[Start of section]

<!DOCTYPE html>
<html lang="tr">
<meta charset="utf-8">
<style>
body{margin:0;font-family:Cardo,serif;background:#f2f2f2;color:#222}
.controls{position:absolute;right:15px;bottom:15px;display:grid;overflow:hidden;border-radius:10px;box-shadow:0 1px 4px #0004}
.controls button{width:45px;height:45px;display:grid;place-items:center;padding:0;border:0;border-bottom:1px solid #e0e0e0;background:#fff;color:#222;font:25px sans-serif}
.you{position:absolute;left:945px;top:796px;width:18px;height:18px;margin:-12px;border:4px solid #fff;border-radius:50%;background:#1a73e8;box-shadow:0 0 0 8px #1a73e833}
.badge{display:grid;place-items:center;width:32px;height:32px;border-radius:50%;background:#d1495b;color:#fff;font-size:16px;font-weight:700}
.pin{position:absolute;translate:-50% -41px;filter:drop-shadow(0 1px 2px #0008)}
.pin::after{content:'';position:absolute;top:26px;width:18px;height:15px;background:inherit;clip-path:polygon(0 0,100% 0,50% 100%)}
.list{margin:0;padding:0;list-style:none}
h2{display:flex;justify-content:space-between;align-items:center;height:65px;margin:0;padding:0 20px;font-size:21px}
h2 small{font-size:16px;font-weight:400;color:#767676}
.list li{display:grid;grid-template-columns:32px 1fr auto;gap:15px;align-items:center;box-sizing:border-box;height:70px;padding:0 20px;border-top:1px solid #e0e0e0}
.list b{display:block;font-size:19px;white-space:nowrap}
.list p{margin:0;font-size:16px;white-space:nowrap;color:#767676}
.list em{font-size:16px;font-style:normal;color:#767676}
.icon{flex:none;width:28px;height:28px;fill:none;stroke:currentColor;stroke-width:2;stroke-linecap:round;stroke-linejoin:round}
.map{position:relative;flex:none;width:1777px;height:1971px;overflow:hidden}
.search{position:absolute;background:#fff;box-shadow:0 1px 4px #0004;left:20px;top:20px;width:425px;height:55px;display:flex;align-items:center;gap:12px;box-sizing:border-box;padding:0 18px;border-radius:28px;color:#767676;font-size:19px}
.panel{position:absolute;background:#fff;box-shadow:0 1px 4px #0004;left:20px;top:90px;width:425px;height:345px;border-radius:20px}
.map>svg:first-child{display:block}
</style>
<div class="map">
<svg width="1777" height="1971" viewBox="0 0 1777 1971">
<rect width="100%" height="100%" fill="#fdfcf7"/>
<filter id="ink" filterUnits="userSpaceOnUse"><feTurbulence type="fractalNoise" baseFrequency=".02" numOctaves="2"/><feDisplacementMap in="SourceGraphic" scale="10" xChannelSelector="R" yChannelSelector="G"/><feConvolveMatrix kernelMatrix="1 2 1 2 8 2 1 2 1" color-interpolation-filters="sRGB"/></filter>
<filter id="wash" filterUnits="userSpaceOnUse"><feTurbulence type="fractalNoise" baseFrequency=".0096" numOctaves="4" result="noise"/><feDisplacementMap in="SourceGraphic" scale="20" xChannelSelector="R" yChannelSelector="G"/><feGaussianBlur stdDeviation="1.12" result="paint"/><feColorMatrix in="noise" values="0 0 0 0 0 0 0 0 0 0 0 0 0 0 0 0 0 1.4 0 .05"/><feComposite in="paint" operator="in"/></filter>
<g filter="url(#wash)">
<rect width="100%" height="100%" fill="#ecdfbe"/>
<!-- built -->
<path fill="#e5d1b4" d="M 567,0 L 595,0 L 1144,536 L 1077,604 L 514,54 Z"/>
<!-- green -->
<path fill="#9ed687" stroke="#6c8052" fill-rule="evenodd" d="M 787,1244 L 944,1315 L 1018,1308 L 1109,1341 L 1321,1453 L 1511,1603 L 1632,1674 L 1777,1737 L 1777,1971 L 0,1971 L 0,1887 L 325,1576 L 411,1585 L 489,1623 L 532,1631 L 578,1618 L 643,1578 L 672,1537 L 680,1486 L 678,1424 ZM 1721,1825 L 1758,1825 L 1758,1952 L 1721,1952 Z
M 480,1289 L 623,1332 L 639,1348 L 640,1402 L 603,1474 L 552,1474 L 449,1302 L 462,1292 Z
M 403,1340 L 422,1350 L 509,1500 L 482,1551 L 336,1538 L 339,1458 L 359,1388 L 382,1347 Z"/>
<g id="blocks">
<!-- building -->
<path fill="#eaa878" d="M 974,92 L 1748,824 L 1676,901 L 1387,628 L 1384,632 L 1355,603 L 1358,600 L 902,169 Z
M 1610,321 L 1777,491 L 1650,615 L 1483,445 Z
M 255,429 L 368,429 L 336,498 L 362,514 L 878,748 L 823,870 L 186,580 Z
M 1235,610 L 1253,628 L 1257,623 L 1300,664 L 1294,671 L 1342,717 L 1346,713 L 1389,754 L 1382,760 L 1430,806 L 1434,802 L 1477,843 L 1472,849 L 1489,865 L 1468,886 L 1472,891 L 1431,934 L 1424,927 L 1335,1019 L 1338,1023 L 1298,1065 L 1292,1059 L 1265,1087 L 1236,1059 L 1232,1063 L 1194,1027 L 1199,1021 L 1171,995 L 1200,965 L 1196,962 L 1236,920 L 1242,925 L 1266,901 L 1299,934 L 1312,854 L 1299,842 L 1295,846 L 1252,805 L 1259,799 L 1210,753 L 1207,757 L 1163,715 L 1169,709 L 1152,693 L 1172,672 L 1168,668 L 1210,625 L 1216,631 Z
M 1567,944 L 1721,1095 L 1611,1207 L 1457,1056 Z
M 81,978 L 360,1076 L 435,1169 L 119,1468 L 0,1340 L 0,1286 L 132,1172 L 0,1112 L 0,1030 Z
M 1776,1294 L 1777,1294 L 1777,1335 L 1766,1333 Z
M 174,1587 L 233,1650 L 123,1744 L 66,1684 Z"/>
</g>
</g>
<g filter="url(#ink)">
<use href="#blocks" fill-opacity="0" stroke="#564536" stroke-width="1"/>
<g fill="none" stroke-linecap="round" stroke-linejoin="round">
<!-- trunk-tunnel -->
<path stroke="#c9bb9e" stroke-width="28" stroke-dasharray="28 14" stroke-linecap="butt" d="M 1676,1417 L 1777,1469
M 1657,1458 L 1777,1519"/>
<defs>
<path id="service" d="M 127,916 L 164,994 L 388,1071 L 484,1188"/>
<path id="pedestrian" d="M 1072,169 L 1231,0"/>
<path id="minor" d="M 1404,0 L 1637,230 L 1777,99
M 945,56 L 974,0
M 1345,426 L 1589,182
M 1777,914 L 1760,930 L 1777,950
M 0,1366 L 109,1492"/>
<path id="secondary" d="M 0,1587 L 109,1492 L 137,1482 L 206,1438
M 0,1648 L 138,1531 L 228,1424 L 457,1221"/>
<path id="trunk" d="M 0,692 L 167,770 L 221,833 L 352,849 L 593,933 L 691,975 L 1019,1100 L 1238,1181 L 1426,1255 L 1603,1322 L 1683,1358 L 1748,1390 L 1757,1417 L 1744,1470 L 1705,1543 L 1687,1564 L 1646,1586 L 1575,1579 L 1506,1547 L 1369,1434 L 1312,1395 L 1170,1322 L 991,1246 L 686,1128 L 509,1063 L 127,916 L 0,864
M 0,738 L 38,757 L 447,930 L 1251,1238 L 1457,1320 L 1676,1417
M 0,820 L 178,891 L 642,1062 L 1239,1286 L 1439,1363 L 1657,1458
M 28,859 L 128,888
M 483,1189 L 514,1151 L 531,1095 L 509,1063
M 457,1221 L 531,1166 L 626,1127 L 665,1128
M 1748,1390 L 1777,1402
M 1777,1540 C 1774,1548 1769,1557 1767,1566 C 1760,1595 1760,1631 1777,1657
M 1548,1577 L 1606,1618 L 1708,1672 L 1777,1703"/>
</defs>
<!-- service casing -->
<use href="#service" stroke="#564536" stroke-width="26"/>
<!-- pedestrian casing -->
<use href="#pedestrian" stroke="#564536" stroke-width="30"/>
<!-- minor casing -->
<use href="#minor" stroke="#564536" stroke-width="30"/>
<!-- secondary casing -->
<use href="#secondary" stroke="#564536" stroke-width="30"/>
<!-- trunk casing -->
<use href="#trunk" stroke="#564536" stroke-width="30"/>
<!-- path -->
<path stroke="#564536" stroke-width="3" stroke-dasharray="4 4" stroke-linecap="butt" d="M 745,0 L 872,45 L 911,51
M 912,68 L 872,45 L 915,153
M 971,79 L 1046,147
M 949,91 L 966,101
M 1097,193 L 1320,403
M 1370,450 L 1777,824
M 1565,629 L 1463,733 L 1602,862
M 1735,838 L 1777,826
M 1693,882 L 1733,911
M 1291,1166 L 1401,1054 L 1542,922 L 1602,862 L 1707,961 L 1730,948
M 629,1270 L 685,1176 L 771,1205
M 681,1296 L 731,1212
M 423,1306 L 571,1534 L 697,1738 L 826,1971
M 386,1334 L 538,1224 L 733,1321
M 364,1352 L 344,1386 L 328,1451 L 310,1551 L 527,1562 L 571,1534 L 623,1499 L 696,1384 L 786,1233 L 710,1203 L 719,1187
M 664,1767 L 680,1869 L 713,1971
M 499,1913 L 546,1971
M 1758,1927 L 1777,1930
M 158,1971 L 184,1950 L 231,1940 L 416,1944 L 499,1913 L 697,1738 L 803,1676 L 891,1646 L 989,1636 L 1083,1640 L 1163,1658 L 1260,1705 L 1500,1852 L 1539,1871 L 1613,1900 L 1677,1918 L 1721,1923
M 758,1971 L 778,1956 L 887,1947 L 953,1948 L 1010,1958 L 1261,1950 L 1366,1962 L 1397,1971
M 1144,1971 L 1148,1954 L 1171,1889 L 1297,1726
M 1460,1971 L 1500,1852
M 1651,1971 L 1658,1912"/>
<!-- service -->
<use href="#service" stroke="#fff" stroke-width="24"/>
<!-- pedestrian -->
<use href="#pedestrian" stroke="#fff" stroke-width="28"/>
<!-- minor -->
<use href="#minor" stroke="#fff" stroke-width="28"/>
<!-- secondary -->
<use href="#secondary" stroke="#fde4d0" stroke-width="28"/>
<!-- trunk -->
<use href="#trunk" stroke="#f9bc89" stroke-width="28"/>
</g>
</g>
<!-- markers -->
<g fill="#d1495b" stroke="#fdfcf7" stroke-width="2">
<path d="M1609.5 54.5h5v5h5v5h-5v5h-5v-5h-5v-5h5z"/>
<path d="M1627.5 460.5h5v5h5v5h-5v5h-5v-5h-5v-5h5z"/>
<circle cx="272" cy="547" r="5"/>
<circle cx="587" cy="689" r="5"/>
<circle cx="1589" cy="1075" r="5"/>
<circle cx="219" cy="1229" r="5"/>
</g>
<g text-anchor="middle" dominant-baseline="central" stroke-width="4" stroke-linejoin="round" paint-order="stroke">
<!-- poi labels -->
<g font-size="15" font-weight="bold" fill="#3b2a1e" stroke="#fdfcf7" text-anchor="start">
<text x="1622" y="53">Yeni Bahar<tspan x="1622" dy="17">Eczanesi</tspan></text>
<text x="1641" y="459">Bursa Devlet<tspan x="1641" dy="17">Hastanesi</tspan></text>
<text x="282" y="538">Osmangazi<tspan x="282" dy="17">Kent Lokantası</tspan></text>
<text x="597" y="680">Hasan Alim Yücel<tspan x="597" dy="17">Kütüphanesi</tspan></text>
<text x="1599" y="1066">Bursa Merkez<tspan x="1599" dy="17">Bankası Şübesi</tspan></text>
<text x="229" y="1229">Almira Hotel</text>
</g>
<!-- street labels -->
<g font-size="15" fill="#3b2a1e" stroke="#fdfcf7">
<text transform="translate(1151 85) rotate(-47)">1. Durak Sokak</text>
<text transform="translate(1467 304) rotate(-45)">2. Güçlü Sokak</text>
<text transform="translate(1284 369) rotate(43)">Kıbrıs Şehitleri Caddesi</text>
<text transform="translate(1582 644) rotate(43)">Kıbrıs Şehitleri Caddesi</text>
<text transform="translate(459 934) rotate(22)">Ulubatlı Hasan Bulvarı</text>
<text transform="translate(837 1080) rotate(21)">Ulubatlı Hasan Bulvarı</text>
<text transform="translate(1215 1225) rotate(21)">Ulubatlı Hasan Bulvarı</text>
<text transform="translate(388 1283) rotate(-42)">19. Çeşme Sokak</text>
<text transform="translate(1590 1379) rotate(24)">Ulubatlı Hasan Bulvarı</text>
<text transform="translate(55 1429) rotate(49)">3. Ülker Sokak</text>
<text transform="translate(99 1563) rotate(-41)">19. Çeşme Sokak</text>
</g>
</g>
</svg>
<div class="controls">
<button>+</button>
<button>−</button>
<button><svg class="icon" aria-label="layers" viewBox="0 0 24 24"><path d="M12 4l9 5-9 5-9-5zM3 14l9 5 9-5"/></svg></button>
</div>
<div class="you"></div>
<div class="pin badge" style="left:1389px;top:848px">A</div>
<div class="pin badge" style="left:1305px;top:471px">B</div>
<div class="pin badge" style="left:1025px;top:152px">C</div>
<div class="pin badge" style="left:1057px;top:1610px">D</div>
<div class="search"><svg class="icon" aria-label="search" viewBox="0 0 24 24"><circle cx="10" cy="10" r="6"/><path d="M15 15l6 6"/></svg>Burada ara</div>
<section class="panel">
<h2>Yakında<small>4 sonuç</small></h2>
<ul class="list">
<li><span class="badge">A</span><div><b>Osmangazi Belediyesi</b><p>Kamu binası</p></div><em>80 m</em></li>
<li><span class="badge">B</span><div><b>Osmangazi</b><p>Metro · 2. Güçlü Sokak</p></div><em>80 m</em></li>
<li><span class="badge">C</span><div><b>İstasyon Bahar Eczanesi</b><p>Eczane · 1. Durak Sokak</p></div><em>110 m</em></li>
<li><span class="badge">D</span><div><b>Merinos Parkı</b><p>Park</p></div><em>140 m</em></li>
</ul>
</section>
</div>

[End of section]

• **Directions**
Using only the listing above, restate exactly the lines from the line containing "M 629,1270 L 685,1176 L 771,1205" through the line containing "<!-- minor -->", both included.

• **Worked solution**
M 629,1270 L 685,1176 L 771,1205
M 681,1296 L 731,1212
M 423,1306 L 571,1534 L 697,1738 L 826,1971
M 386,1334 L 538,1224 L 733,1321
M 364,1352 L 344,1386 L 328,1451 L 310,1551 L 527,1562 L 571,1534 L 623,1499 L 696,1384 L 786,1233 L 710,1203 L 719,1187
M 664,1767 L 680,1869 L 713,1971
M 499,1913 L 546,1971
M 1758,1927 L 1777,1930
M 158,1971 L 184,1950 L 231,1940 L 416,1944 L 499,1913 L 697,1738 L 803,1676 L 891,1646 L 989,1636 L 1083,1640 L 1163,1658 L 1260,1705 L 1500,1852 L 1539,1871 L 1613,1900 L 1677,1918 L 1721,1923
M 758,1971 L 778,1956 L 887,1947 L 953,1948 L 1010,1958 L 1261,1950 L 1366,1962 L 1397,1971
M 1144,1971 L 1148,1954 L 1171,1889 L 1297,1726
M 1460,1971 L 1500,1852
M 1651,1971 L 1658,1912"/>
<!-- service -->
<use href="#service" stroke="#fff" stroke-width="24"/>
<!-- pedestrian -->
<use href="#pedestrian" stroke="#fff" stroke-width="28"/>
<!-- minor -->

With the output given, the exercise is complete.